My morning coffee no longer tastes the same. All the pleasure is being taken out of my cup of joy by war headlines and black & white photos of twisted and shattered bodies. War is raging around the world. Just count how many places are in conflict and you will be surprised. Serbs and Croats are killing each other; decades after George Bernard Shaw based a play on their conflict. The Albanians are indulging in slaughter, Iran and Iraq are in a state of hostility, Israel versus the Arab states is an old story, Saddam Hussein waits for his comeback, Sri Lanka has been mauled by the wrath of the Tigers ... Count the battlefields a little closer home -- guns still sound in Punjab, in the North East trouble is brewing, Kashmir takes a toll and a headline every day, Jharkhand is being agitated for, the Naxalites have not been completely wiped out, and landowners and the landless do savage things to each other in Bihar. Whew!
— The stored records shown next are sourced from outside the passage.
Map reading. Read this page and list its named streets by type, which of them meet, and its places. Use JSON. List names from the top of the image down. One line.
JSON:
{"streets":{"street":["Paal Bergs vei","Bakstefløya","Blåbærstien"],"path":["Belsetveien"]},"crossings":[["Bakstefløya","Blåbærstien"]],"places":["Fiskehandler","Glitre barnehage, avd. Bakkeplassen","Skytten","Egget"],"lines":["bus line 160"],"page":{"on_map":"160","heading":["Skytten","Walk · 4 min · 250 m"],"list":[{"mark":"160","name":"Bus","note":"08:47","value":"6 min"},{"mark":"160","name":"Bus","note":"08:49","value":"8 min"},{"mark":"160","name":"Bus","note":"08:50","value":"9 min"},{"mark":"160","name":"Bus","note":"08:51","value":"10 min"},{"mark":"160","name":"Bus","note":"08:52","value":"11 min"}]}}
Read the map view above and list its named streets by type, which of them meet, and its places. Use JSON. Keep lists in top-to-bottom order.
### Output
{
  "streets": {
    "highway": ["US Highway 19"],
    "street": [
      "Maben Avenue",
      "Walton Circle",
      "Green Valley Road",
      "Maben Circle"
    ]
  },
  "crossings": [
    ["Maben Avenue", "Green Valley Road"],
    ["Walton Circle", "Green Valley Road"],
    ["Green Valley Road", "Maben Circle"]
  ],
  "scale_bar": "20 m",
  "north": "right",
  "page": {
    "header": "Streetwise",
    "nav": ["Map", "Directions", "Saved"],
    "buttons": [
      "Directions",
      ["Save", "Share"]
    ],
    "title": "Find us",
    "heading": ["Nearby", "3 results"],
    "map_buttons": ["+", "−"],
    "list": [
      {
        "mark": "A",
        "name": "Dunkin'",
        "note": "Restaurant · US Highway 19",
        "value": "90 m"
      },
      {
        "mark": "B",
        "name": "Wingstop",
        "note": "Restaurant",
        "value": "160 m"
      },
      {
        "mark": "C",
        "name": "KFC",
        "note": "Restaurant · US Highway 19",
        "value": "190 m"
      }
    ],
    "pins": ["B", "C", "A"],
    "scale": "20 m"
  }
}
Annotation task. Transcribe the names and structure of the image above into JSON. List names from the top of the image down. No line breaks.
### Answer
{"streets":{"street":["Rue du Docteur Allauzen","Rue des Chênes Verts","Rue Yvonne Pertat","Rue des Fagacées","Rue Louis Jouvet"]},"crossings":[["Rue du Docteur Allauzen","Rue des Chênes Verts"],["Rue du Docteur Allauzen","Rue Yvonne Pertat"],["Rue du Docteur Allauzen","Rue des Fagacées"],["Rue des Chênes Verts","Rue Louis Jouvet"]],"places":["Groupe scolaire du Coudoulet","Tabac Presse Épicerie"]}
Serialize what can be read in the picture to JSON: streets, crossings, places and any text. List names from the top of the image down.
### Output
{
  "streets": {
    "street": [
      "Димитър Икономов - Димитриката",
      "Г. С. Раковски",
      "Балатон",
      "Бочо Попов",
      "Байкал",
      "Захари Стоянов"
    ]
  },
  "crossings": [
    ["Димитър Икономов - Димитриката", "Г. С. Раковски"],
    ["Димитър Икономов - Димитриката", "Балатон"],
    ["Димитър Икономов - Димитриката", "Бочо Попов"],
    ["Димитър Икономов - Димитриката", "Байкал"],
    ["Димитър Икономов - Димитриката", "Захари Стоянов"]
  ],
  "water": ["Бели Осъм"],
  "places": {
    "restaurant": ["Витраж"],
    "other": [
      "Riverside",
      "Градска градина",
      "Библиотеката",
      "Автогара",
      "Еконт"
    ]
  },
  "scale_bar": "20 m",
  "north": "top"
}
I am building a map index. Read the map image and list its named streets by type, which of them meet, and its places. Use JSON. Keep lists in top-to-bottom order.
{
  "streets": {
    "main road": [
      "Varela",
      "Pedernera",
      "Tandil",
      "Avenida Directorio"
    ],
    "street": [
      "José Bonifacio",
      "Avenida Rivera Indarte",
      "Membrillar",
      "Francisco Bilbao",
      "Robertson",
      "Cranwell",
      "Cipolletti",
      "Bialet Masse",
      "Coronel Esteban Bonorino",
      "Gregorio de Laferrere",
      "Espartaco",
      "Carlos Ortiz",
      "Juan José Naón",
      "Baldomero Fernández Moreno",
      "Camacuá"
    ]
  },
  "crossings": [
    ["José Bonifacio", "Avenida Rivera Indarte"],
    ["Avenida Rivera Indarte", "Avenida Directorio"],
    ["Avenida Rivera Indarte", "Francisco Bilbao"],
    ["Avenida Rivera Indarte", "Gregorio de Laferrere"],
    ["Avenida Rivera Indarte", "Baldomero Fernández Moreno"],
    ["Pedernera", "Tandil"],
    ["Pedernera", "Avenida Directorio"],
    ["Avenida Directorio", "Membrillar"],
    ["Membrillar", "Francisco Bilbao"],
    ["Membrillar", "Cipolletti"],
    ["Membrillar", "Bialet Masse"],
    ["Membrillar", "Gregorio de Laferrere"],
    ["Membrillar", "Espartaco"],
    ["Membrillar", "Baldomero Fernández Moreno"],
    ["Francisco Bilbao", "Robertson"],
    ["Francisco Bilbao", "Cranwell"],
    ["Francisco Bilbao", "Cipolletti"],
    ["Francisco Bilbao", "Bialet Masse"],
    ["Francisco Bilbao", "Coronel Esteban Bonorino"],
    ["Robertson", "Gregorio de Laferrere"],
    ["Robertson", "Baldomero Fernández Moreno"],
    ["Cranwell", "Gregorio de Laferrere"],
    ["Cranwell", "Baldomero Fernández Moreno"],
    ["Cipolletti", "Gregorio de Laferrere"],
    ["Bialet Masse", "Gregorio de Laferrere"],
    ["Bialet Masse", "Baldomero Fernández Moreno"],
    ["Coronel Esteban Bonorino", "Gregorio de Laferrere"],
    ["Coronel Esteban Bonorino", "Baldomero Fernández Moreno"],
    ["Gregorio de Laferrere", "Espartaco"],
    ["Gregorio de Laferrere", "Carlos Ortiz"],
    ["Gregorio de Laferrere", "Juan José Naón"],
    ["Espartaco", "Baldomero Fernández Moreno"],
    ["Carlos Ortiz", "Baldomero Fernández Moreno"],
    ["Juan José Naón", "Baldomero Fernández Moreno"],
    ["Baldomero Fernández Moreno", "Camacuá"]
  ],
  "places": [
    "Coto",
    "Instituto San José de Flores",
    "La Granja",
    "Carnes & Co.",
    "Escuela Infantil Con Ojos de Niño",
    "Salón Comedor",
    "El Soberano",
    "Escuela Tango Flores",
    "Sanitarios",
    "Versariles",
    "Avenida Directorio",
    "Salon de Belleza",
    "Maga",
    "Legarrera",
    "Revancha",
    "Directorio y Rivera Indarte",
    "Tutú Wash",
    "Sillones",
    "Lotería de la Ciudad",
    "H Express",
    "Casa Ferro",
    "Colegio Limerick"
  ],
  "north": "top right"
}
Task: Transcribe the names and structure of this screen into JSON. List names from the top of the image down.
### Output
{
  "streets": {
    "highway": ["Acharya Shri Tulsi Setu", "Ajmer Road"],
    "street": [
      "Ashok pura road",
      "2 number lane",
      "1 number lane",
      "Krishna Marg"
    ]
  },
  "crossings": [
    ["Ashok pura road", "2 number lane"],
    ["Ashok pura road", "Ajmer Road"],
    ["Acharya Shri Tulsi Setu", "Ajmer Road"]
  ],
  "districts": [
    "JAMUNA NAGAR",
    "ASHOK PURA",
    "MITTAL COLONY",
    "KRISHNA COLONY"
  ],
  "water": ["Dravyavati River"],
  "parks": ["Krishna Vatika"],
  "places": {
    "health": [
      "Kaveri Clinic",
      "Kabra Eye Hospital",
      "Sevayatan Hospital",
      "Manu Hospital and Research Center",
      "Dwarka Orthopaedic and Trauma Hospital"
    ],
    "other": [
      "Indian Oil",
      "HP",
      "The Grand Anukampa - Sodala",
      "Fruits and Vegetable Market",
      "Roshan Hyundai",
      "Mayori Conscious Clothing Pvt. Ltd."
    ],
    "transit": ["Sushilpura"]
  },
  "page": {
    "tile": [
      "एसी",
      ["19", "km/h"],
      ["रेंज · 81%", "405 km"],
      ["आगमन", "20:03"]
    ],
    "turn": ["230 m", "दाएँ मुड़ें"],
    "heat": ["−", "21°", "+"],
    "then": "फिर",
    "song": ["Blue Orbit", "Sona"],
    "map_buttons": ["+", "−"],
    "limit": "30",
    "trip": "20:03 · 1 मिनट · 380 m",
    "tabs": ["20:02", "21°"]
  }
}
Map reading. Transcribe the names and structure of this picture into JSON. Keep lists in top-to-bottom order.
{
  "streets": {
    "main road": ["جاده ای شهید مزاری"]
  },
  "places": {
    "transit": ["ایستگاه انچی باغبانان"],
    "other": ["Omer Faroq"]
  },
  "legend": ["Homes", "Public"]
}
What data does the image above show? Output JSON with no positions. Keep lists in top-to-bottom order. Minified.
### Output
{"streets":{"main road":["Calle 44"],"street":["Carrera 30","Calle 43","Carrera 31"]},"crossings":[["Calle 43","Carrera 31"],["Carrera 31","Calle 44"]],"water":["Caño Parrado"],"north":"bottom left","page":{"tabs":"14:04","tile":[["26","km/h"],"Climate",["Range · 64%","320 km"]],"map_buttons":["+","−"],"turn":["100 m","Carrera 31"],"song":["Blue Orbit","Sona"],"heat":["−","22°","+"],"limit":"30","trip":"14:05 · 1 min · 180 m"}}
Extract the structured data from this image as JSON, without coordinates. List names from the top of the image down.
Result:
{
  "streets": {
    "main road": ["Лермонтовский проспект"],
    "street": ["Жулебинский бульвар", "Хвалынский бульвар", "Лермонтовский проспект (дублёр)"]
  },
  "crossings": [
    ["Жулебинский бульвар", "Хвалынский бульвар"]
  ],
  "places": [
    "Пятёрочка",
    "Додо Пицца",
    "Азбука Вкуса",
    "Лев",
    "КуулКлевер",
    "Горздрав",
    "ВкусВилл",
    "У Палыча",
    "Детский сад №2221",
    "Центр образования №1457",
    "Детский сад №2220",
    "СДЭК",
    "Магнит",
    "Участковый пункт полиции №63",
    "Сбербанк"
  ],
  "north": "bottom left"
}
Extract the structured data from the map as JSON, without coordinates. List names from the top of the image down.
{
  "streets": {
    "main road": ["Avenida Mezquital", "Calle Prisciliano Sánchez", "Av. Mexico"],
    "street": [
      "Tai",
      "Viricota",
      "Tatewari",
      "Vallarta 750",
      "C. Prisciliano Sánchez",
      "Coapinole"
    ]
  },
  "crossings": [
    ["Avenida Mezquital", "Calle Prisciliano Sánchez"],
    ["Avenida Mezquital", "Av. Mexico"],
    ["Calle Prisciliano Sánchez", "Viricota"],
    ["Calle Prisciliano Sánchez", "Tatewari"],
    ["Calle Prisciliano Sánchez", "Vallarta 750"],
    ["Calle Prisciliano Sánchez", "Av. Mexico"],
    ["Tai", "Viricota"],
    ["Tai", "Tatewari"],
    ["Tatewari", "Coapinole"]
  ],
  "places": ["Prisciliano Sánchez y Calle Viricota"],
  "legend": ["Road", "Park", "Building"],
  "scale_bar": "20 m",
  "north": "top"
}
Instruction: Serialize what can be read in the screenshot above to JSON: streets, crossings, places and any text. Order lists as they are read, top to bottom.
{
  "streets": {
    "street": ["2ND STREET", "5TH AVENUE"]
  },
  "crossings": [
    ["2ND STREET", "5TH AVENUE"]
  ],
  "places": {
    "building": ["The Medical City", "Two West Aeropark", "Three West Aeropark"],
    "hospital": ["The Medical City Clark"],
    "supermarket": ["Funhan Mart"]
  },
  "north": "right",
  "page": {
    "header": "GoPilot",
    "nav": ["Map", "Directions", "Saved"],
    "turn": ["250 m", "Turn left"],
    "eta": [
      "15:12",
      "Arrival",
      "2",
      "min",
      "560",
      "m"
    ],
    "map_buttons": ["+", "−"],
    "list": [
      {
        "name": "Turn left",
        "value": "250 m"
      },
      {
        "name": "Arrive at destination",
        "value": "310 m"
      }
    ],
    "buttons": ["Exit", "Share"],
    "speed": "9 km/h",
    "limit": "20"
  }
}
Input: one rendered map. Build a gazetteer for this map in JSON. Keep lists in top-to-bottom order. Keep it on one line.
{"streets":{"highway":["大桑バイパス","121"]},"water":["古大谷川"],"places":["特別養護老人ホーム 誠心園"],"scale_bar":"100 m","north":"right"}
The war actually rages much closer home than that. Right now,right here in Bombay myriad battle lines have been drawn. Town versus the Suburbs is the very least of the divisions. The riots showed us that Hindu versus Muslim could happen right here in our cosmopolitan city. Crime versus Police has split onto the streets with encounters and shooting in broad daylight. Haves versus the have nots is around us at all times. You can see it in the barrage of stones that shower on train commuters. In the bitter battle over slum land. In the bulldozers and the shanties, and the photographs of women breastfeeding children in the midst of ruins. The armies of the unemployed descend every day on the city. The city closes ranks to repel them. Every citizen has learnt to wield on his own brand of armour -- indifference, insensitivity, glazed eyes. An acre of no-man's-land, fenced and mined, between him and the man jammed next to him in the local train.

Down in the political arenas the fight descends to slipper throwing, physical violence and bullets. It would be interesting totake a head count of just how many of our elected representatives have murder charges against them. Make no mistake. The battles here are to the death.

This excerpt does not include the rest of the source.